- **SOURCE DATA**
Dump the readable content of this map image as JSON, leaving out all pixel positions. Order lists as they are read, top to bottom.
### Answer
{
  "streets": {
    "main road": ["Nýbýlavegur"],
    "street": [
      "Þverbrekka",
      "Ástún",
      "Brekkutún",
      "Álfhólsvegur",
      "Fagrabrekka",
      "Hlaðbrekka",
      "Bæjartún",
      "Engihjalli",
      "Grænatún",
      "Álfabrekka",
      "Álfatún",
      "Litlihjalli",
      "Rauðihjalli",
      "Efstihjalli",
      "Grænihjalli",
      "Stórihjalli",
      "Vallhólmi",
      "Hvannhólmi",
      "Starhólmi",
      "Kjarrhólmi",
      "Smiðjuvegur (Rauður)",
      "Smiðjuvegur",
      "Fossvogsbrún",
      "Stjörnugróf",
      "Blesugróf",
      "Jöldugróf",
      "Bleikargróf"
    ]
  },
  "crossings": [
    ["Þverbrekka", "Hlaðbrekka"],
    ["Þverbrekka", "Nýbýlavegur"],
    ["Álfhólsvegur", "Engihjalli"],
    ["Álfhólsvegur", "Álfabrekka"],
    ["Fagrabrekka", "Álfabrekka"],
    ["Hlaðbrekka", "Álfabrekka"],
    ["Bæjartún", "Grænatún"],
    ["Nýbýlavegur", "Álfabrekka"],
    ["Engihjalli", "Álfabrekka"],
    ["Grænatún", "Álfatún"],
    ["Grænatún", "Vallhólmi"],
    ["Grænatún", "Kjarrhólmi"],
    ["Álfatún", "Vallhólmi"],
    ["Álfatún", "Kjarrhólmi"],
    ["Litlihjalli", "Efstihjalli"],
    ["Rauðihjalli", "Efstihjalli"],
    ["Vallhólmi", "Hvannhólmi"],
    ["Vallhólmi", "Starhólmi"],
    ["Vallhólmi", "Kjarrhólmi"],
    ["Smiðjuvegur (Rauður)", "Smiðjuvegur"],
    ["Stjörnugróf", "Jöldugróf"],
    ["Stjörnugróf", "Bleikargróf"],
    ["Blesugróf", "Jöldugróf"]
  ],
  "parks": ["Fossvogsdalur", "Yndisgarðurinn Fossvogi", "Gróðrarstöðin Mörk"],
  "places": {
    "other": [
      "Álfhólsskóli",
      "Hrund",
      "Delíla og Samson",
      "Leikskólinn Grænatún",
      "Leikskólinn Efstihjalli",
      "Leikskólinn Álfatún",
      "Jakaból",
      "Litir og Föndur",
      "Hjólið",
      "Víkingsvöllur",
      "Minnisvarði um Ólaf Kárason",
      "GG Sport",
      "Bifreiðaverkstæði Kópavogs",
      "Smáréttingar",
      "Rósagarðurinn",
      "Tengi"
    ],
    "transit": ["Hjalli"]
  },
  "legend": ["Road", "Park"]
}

- **TASK BRIEF**
All the entries above need to be reproduced exactly.

- **EXERCISE SOLUTION**
Dump the readable content of this map image as JSON, leaving out all pixel positions. Order lists as they are read, top to bottom.
### Answer
{
  "streets": {
    "main road": ["Nýbýlavegur"],
    "street": [
      "Þverbrekka",
      "Ástún",
      "Brekkutún",
      "Álfhólsvegur",
      "Fagrabrekka",
      "Hlaðbrekka",
      "Bæjartún",
      "Engihjalli",
      "Grænatún",
      "Álfabrekka",
      "Álfatún",
      "Litlihjalli",
      "Rauðihjalli",
      "Efstihjalli",
      "Grænihjalli",
      "Stórihjalli",
      "Vallhólmi",
      "Hvannhólmi",
      "Starhólmi",
      "Kjarrhólmi",
      "Smiðjuvegur (Rauður)",
      "Smiðjuvegur",
      "Fossvogsbrún",
      "Stjörnugróf",
      "Blesugróf",
      "Jöldugróf",
      "Bleikargróf"
    ]
  },
  "crossings": [
    ["Þverbrekka", "Hlaðbrekka"],
    ["Þverbrekka", "Nýbýlavegur"],
    ["Álfhólsvegur", "Engihjalli"],
    ["Álfhólsvegur", "Álfabrekka"],
    ["Fagrabrekka", "Álfabrekka"],
    ["Hlaðbrekka", "Álfabrekka"],
    ["Bæjartún", "Grænatún"],
    ["Nýbýlavegur", "Álfabrekka"],
    ["Engihjalli", "Álfabrekka"],
    ["Grænatún", "Álfatún"],
    ["Grænatún", "Vallhólmi"],
    ["Grænatún", "Kjarrhólmi"],
    ["Álfatún", "Vallhólmi"],
    ["Álfatún", "Kjarrhólmi"],
    ["Litlihjalli", "Efstihjalli"],
    ["Rauðihjalli", "Efstihjalli"],
    ["Vallhólmi", "Hvannhólmi"],
    ["Vallhólmi", "Starhólmi"],
    ["Vallhólmi", "Kjarrhólmi"],
    ["Smiðjuvegur (Rauður)", "Smiðjuvegur"],
    ["Stjörnugróf", "Jöldugróf"],
    ["Stjörnugróf", "Bleikargróf"],
    ["Blesugróf", "Jöldugróf"]
  ],
  "parks": ["Fossvogsdalur", "Yndisgarðurinn Fossvogi", "Gróðrarstöðin Mörk"],
  "places": {
    "other": [
      "Álfhólsskóli",
      "Hrund",
      "Delíla og Samson",
      "Leikskólinn Grænatún",
      "Leikskólinn Efstihjalli",
      "Leikskólinn Álfatún",
      "Jakaból",
      "Litir og Föndur",
      "Hjólið",
      "Víkingsvöllur",
      "Minnisvarði um Ólaf Kárason",
      "GG Sport",
      "Bifreiðaverkstæði Kópavogs",
      "Smáréttingar",
      "Rósagarðurinn",
      "Tengi"
    ],
    "transit": ["Hjalli"]
  },
  "legend": ["Road", "Park"]
}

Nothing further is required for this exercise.